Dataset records

---+---

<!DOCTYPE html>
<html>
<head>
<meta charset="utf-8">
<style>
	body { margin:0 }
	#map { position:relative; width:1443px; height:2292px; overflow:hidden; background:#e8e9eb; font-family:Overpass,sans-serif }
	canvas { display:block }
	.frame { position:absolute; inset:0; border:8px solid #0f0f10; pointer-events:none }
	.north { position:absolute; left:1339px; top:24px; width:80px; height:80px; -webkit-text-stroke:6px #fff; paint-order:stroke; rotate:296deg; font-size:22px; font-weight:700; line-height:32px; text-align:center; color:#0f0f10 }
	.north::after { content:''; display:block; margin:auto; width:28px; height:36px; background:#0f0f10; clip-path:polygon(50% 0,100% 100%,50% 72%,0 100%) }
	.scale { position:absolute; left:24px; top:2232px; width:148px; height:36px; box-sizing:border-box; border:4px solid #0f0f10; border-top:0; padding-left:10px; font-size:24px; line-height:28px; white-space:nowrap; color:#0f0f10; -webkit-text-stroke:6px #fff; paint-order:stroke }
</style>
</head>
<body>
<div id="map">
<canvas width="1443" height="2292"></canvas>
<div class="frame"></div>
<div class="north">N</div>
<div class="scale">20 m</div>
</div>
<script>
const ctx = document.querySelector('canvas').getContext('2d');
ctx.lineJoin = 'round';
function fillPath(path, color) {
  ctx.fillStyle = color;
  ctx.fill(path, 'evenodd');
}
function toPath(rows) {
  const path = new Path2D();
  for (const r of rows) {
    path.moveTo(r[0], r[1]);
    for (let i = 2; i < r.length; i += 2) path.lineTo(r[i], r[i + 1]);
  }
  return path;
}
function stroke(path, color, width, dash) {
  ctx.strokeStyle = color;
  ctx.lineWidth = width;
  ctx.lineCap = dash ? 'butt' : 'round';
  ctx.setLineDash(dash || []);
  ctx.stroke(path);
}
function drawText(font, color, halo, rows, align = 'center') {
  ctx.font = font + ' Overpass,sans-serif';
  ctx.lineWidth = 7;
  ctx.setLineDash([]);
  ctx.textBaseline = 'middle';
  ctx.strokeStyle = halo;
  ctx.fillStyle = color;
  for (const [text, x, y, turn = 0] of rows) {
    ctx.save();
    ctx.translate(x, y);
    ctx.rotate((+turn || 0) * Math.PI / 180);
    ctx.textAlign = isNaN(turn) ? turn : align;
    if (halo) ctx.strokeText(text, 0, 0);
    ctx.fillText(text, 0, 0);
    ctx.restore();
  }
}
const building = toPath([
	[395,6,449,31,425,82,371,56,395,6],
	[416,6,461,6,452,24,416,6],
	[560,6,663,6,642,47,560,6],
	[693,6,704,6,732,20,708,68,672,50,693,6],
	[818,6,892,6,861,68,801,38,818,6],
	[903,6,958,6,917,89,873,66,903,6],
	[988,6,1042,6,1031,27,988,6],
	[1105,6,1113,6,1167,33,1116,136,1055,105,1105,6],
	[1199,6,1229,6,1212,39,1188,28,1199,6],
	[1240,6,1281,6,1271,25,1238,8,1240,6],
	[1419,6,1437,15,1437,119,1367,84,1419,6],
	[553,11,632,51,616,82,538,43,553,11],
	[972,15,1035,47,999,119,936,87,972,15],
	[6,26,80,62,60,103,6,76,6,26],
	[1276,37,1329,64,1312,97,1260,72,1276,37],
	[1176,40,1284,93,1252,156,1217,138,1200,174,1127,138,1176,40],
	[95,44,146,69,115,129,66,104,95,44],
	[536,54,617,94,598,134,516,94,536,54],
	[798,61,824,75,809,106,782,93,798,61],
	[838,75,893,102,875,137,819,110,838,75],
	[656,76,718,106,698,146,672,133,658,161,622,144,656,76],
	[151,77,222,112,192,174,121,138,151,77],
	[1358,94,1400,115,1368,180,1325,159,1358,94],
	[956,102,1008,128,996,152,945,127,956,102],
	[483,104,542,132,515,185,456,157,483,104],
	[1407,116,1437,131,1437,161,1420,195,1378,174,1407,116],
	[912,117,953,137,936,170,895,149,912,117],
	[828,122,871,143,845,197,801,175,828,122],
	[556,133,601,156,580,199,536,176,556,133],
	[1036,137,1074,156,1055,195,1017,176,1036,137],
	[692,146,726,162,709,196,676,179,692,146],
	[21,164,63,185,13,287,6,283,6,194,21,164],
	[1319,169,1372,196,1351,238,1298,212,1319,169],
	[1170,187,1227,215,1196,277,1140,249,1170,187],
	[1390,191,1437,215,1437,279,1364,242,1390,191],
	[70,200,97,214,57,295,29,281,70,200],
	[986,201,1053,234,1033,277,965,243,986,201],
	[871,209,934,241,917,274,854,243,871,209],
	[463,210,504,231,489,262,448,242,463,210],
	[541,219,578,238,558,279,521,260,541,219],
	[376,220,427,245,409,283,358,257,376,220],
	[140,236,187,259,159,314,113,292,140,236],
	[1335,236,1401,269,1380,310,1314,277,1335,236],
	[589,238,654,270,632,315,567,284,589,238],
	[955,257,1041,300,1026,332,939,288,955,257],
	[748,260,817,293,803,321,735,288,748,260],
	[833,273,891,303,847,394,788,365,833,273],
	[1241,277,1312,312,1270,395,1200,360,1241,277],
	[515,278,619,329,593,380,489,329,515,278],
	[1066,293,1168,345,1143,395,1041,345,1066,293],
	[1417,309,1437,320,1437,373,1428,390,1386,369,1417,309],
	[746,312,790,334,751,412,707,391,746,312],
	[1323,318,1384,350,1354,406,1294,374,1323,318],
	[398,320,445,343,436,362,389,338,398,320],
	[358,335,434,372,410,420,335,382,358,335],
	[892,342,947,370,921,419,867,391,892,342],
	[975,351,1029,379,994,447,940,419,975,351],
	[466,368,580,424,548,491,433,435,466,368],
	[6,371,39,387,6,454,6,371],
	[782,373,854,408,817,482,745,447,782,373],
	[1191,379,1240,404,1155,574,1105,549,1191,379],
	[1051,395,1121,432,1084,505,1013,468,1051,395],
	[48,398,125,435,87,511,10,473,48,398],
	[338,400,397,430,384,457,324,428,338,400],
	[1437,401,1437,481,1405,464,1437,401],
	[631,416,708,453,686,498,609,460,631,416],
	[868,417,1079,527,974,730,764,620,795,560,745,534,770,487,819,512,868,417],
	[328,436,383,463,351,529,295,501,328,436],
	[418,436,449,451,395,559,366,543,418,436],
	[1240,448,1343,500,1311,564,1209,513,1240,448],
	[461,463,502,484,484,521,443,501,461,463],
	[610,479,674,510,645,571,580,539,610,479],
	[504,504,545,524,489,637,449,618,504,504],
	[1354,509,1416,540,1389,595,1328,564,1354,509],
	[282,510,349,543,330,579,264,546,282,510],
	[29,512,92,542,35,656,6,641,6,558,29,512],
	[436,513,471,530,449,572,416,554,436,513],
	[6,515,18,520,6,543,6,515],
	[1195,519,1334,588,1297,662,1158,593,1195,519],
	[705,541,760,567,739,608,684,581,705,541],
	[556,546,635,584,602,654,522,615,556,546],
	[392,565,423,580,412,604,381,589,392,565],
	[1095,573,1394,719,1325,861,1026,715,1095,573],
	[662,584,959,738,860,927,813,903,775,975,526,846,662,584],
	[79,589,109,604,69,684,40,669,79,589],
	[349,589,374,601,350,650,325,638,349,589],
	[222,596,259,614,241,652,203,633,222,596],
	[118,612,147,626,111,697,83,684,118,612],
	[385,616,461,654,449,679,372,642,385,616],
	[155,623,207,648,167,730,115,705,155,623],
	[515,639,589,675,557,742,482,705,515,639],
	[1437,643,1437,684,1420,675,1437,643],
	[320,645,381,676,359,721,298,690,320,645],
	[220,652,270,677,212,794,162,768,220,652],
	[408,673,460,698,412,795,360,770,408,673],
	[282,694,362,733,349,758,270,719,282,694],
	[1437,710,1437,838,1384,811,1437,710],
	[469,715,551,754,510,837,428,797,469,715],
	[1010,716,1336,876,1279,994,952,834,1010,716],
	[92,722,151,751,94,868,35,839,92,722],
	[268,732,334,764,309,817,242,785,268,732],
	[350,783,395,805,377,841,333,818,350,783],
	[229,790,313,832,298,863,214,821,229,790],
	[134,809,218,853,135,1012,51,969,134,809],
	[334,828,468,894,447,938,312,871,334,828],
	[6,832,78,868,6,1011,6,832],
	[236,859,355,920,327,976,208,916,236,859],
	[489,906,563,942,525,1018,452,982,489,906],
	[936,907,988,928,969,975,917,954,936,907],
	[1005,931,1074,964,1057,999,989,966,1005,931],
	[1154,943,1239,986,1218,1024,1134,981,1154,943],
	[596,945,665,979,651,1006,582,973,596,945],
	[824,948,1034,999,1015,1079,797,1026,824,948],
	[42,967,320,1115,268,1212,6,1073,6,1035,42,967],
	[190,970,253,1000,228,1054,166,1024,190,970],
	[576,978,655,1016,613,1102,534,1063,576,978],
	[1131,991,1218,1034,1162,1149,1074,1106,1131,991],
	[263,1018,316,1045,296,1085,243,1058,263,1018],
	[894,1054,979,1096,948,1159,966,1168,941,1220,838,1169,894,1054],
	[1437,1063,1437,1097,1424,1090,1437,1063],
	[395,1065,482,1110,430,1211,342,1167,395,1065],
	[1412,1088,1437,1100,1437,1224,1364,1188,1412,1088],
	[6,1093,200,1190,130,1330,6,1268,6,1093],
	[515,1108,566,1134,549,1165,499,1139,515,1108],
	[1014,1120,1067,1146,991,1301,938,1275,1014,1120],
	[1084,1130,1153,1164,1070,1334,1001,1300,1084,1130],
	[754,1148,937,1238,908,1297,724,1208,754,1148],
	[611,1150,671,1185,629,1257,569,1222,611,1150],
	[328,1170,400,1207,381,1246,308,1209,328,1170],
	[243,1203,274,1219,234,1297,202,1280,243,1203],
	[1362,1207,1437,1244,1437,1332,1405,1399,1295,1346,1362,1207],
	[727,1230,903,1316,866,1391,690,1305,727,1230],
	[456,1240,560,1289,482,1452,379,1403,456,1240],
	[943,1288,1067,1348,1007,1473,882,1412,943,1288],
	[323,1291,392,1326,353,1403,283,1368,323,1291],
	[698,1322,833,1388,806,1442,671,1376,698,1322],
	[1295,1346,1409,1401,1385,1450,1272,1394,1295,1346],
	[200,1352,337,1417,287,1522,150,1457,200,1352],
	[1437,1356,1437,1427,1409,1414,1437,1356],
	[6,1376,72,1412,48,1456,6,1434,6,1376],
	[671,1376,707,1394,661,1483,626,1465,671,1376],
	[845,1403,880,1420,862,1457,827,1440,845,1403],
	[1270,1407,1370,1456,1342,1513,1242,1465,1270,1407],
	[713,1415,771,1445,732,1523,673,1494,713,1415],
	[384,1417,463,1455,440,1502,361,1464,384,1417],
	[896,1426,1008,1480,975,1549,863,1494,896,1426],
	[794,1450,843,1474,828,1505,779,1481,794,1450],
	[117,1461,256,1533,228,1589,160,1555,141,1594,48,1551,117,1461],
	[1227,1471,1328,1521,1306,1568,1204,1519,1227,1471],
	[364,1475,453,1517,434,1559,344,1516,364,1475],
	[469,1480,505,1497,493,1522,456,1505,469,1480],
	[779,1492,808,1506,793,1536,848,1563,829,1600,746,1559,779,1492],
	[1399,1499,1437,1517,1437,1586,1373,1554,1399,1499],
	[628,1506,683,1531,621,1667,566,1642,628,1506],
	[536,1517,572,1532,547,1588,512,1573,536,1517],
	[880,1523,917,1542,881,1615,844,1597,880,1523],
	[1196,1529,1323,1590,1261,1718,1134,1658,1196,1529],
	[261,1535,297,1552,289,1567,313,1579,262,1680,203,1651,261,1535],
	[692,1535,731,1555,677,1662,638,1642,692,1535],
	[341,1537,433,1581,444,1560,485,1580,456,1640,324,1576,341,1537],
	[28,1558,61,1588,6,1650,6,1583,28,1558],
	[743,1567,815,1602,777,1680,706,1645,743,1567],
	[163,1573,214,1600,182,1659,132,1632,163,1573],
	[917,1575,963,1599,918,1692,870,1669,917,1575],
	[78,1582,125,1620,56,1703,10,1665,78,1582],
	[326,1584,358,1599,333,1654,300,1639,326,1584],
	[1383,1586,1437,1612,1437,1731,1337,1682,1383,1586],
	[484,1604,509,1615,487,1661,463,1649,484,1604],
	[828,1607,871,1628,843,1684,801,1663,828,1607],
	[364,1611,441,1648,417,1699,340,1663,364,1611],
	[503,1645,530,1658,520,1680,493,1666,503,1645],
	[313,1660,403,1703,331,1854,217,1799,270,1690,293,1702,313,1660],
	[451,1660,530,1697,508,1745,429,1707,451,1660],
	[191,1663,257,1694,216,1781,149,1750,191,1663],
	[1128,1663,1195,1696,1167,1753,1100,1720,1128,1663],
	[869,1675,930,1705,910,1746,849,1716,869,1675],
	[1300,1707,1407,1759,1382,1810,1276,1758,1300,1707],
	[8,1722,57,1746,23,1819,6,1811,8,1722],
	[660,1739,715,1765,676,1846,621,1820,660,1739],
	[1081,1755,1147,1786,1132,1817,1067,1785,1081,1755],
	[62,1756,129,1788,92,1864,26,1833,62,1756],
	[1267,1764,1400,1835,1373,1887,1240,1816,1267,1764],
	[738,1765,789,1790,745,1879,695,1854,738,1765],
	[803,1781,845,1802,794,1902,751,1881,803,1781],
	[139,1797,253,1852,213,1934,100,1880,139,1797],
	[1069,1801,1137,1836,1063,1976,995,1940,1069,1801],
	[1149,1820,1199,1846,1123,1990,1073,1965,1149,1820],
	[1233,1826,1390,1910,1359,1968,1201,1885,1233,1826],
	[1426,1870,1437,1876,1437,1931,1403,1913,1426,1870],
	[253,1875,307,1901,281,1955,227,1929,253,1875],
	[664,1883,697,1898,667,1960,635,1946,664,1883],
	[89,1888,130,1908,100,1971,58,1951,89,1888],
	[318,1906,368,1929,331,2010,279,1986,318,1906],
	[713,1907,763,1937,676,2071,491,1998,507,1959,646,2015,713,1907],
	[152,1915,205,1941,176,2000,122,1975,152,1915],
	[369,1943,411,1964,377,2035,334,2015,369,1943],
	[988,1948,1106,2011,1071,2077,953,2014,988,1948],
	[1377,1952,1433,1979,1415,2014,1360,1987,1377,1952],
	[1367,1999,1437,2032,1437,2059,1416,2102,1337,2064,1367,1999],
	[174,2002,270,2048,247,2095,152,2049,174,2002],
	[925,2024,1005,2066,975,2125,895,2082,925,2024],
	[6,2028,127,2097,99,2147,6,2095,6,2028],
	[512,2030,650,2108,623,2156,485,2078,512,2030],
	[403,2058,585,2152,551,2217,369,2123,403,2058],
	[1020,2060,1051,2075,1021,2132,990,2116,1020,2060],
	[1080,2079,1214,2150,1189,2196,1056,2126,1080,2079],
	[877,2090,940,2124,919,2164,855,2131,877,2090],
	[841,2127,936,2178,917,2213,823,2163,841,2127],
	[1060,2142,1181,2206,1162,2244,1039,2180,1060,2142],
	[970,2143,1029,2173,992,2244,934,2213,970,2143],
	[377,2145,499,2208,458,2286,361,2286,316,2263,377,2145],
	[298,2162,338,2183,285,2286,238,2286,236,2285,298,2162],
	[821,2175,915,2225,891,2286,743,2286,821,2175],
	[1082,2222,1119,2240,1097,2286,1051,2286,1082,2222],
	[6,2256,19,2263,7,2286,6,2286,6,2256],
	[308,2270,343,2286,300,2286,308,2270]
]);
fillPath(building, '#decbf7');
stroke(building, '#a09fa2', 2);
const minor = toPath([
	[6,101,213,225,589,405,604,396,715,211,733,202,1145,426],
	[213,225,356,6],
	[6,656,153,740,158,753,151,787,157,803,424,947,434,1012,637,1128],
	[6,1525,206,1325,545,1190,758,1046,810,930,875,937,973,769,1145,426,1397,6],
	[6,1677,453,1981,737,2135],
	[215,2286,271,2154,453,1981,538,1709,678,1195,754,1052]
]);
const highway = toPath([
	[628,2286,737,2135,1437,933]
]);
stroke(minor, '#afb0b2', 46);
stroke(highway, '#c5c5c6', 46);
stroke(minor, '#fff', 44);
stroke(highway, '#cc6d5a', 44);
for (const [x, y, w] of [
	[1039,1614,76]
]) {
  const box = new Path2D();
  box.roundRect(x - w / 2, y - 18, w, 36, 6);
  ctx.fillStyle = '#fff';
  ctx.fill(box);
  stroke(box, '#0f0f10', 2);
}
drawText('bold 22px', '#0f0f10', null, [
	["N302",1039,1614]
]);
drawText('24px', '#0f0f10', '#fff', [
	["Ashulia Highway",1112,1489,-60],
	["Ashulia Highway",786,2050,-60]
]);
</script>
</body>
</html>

---+---

- [WORK TO COMPLETE]: Go through the entries above and pull out each line with "rows" in it.

- [RESPONSE]:
function toPath(rows) {
  for (const r of rows) {
function drawText(font, color, halo, rows, align = 'center') {
  for (const [text, x, y, turn = 0] of rows) {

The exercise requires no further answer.